Damit hat Hunt die Notbremse gezogen. Wichtige Ecksteine in der versprochenen Wirtschaftspolitik von Truss haben sich in wenigen Wochen in nichts aufgelöst.
«Die Steuern werden nicht so stark sinken, wie die Menschen gehofft haben (und wie Truss versprochen hatte), und einige Steuern müssen sogar erhöht werden», sagte Hunt. Damit fällt er Truss, die um ihr politisches Überleben kämpft, in den Rücken.
Liz Truss, die erst seit 39 Tagen Premierministerin ist, steht bereits unter starkem Druck innerhalb der eigenen Partei.

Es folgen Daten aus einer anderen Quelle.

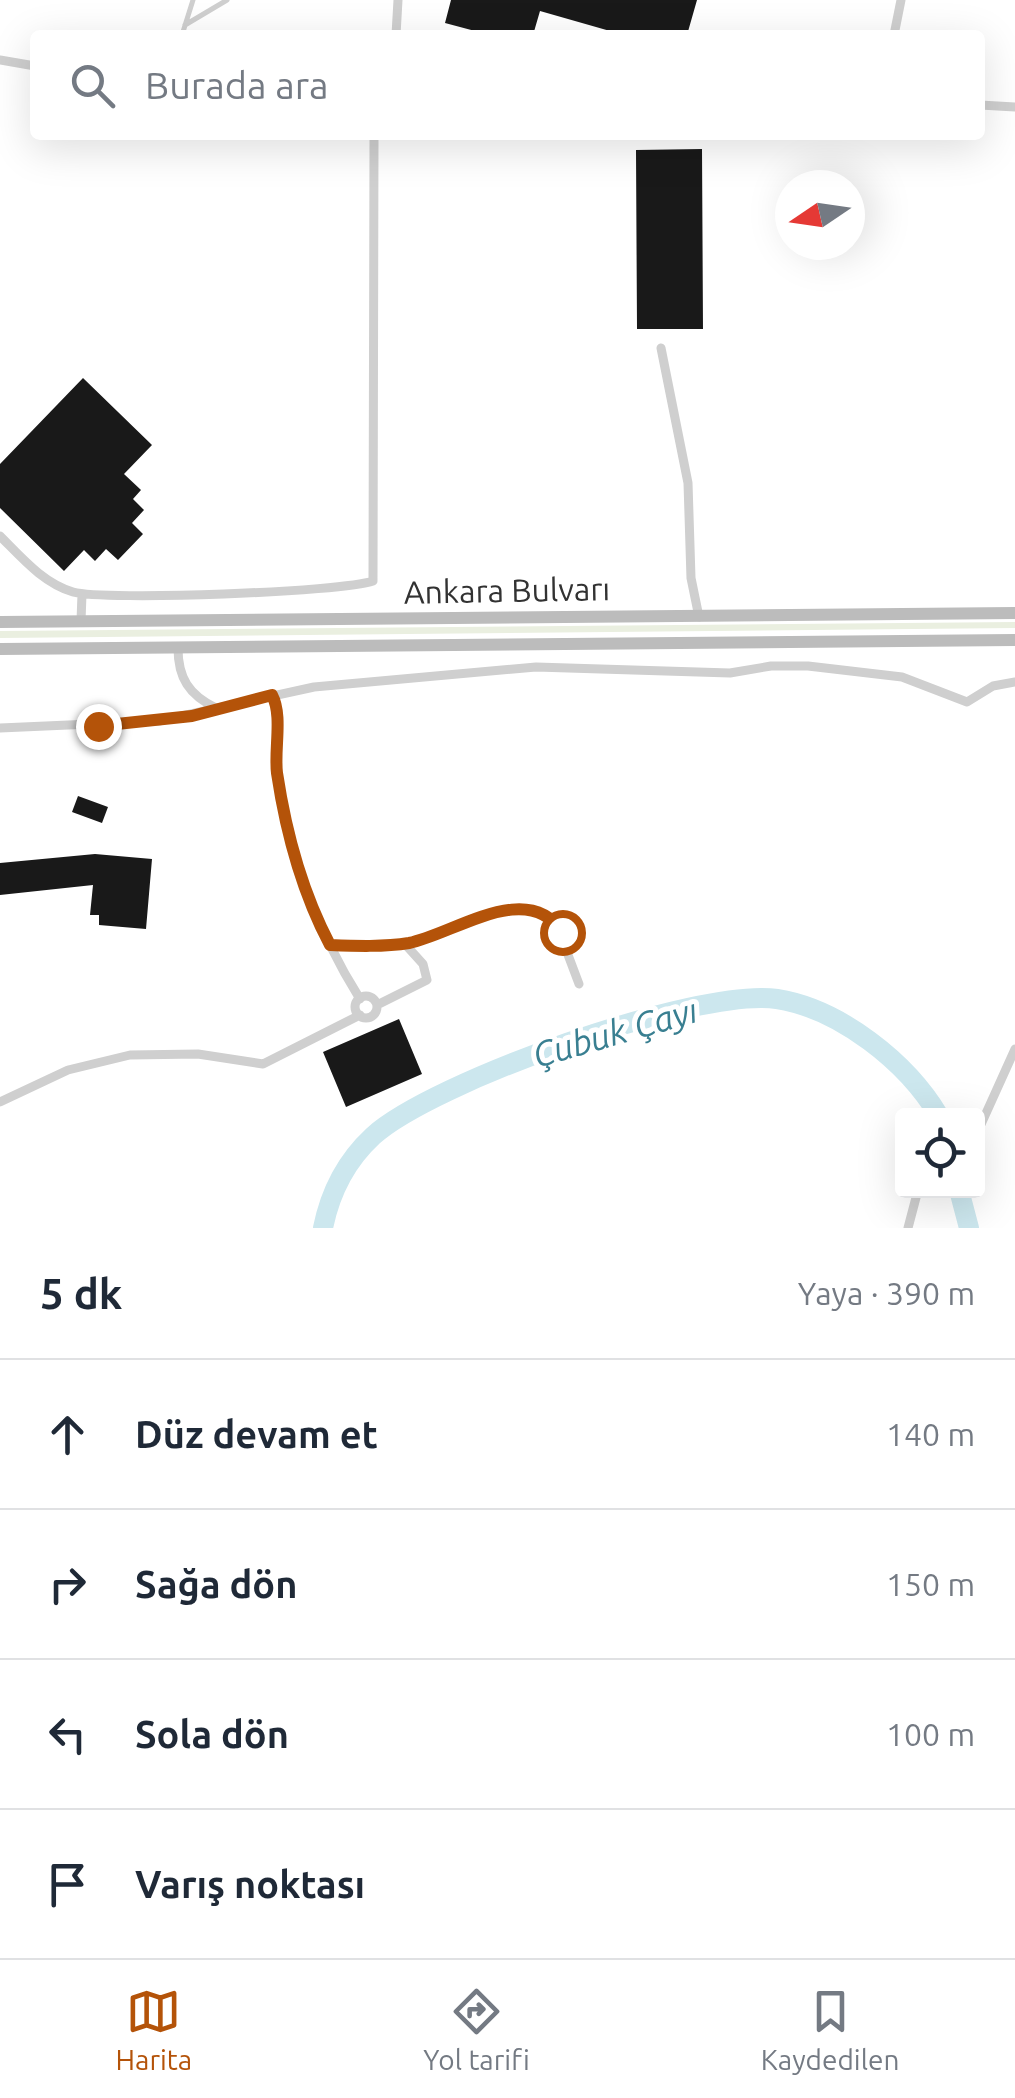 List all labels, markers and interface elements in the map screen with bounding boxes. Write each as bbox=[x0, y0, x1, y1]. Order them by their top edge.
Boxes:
search box bbox=[30, 30, 985, 140]
icon: search bbox=[65, 58, 120, 113]
text: Burada ara bbox=[145, 64, 329, 106]
north arrow bbox=[775, 170, 865, 260]
street label: Ankara Bulvarı bbox=[403, 570, 610, 610]
route end bbox=[76, 704, 122, 750]
route start bbox=[540, 910, 586, 956]
water label: Çubuk Çayı bbox=[528, 989, 702, 1075]
map controls bbox=[895, 1108, 985, 1198]
button: locate bbox=[895, 1108, 985, 1198]
text: 5 dk bbox=[40, 1270, 122, 1317]
text: Yaya · 390 m bbox=[798, 1275, 975, 1311]
icon: ahead bbox=[40, 1407, 95, 1462]
text: Düz devam et bbox=[135, 1413, 378, 1455]
text: 140 m bbox=[886, 1416, 975, 1452]
icon: right bbox=[40, 1557, 95, 1612]
text: Sağa dön bbox=[135, 1563, 297, 1605]
text: 150 m bbox=[886, 1566, 975, 1602]
icon: left bbox=[40, 1707, 95, 1762]
text: Sola dön bbox=[135, 1713, 289, 1755]
text: 100 m bbox=[886, 1716, 975, 1752]
icon: arrive bbox=[40, 1857, 95, 1912]
text: Varış noktası bbox=[135, 1863, 365, 1905]
tab: Harita bbox=[116, 1984, 192, 2075]
tab: Yol tarifi bbox=[423, 1984, 530, 2075]
tab: Kaydedilen bbox=[761, 1984, 899, 2075]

Hunt sagte, die Regierung von Frau Truss habe «Fehler» gemacht. «Es war falsch, den Spitzensteuersatz für die Spitzenverdiener zu senken, und das in einer Zeit, in der wir von allen Menschen Opfer verlangen müssen, um eine sehr schwierige Zeit zu überstehen». Alles werde jetzt «in Ordnung» gebracht. Truss hat offenbar nicht mehr viel zu sagen.
Einen Monat nach Amtsantritt musste die neue Premierministerin in einer Nacht-und-Nebelaktion ihren arroganten Schatzkanzler Kwasi Kwarteng entlassen und ihn durch Jeremy Hunt ersetzen, einen früheren Aussenminister. Der Schatzkanzler (Wirtschafts- und Finanzminister) ist der zweitwichtigste Mann in der britischen Regierung.
Truss habe den «schlechtestmöglichen Start» einer britischen Regierung hingelegt, erklärten einflussreiche Medien. Ihr Image ist schon wenige Wochen nach der Wahl schwer angekratzt. Der Handlungsspielraum von Truss scheint zur Zeit sehr begrenzt zu sein. CNN schreibt: «Liz Truss remains in office, but not in power.»
Während Liz Truss schwer angeschlagen ist, steigen die Popularitätswerte der oppositionellen Labour-Party drastisch an. Seit der Wahl von Truss erleben die Konservativen einen dramatischen Absturz. In den jüngsten «Poll of Polls» liegt Labour zurzeit bei 50 Prozent, die Konservativen von Liz Truss bei 24 Prozent. Die Tage der jetzigen Premierminister könnten bald einmal gezählt sein. «Besser ein Ende mit Schrecken, als ein Schrecken ohne Ende», lassen britische Politiker verlauten.